Mas o chá era mais para os chineses do que uma droga; eles também o viam como um ingrediente culinário. Na verdejante costa central, chefs caseiros ferviam as folhas de chá frescas e tenras em potes com arroz e água para fazer um mingau. O mingau era especialmente popular nos meses sufocantes de verão, pois não apenas estimulava o corpo, mas também supostamente “dissipa o calor”. (Muitas culturas modernas de chá também acreditam que beber chá ajuda a esfriar o corpo.)

Os alimentos à base de chá também eram onipresentes no interior sem litoral da China. Zhang Yi, um estudioso do século III, descreveu uma sopa com cafeína como aquela que Lu Yu desprezava. Os habitantes locais misturaram folhas de chá fermentadas com pasta de arroz para fazer um bloco, que eles “assaram até dourar e trituraram em pó”. Para os toques finais, regavam com água fervente e acrescentavam cebolinha, fatias de gengibre e cascas de frutas cítricas. A oferta de ensopado e amido aparentemente atraiu críticas mistas. Pi Rixiu, um poeta do século IX, reclamou que o chá estava “enlameado com outros ingredientes”. Ele também brincou que consumi-lo era “como mastigar legumes cozidos”.

Se você está se perguntando por que não viu sopa de chá nos menus chineses contemporâneos, agradeça a Lu Yu. Quando Lu não estava atuando em uma trupe de comédia ou escrevendo tratados elegantes, ele estava ocupado vasculhando as florestas do sudoeste em busca das melhores folhas de chá e da bebida perfeita, que ele fazia para seus amigos ricos. O amante do chá medieval também teve uma mão pesada na transformação do chá de um alimento ensopado para o líquido sem calorias que conhecemos hoje.

Lu não foi o primeiro a infundir folhas de chá ou dissolver chá em pó em água quente. As pessoas preparavam chá dessa maneira há séculos, e o chá era especialmente abundante nos mosteiros budistas de seu tempo. Os monges acharam a bebida indispensável para alimentar suas maratonas de sessões de meditação, que muitas vezes faziam com o estômago vazio.

Lu provavelmente adquiriu o hábito de beber chá puro do monge budista que o criou depois de encontrar o pequeno órfão. (Lu mais tarde retribuiria a gentileza de seu pai adotivo fugindo de casa quando adolescente.) Mas na década de 760, Lu compôs o Clássico do Chá, um pequeno tratado sobre a produção e preparação da folha. Nele, ele elogiava as maravilhosas qualidades da bebida não adulterada.

James Benn, autor de Tea in China: A Cultural and Religious History, diz que a preferência de Lu pela bebida simples surgiu de sua convicção de que a folha era um "elixir". Lu pensou que as propriedades mágicas do chá seriam atenuadas se misturadas com ingredientes mais mundanos, como arroz. Por isso, ele insistiu que o chá fosse consumido apenas com água e uma pitada de sal (para melhorar o sabor da água). Lu também desaprovava mingaus de chá ou sopas.

Para convencer os leitores a abandonar os ingredientes extras, Lu explicou como garantir uma bebida que pudesse ser apreciada sozinha. Por exemplo, ele enfatizou a importância de adquirir água pura de nascente e pó de chá fino; uso de implementos de alta qualidade, como fogões a carvão; e seguindo os procedimentos estabelecidos, como bater o pó para produzir um topo de espuma. A omissão de qualquer uma dessas etapas, alertou Lu, estragaria o sabor da bebida, resultando em um sabor “fraco”. Mas quando meticulosamente preparado, o chá simples era sublime, “o rival da manteiga clarificada e da cerveja refinada de orvalho doce”, que eram então padrões-ouro de excelência culinária.

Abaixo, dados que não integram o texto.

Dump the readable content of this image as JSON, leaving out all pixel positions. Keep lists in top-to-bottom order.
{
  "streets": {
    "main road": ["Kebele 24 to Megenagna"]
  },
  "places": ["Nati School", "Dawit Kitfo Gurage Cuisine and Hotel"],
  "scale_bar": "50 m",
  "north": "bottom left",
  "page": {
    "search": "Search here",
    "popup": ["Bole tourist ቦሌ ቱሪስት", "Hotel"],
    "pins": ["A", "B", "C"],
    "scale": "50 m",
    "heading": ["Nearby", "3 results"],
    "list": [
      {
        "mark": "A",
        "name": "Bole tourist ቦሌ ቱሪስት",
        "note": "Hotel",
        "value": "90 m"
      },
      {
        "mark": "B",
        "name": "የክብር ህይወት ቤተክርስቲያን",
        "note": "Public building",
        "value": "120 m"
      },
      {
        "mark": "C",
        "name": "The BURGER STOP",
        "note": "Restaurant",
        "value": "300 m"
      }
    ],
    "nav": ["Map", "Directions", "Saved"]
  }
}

O Clássico do Chá não apenas estimulou a mania pela folha, mas também rendeu grande fama a Lu e inspirou inúmeros imitadores. Em meio século, a marca de Lu na cultura chinesa do chá era evidente. Os vendedores de chá faziam estátuas de cerâmica à sua semelhança e o adoravam como seu santo padroeiro.

O grande sucesso de O Clássico do Chá refletiu o dom de seu autor para o networking. Apesar de seu começo humilde, o talento de Lu como cômico e propensão à autopromoção lhe rendeu apoiadores poderosos. Enquanto trabalhava como palhaço, Lu, de 14 anos, teve seu primeiro golpe de sorte. Depois de ver Lu se apresentar, um governador local declarou Lu “um talento extraordinário” e adotou o menino, oferecendo a seu protegido uma educação esplêndida. Essas oportunidades deram a antiga entrada descontrolada para a sociedade de elite chinesa. Na época em que escreveu sua magnum opus na década de 760, Lu contava com oficiais poderosos, teólogos budistas e taoístas, calígrafos e poetas importantes entre seus amigos íntimos. Essas conexões deram a Lu influência sobre os influentes.



O Clássico do Chá também se beneficiou do bom momento. Benn aponta que a elaboração desta obra por Lu coincidiu com a Rebelião An Lushan, uma revolta de meados do século VIII que quase destruiu a poderosa Dinastia Tang da China (618-907). Em seu rescaldo, a classe dominante de partidos duros ficou sóbria, literal e figurativamente. Escrito em um idioma clássico, O Clássico do Chá de Lu convenceu os ricos e poderosos de que a folha oferecia uma alternativa saudável e elegante ao vinho e à cerveja.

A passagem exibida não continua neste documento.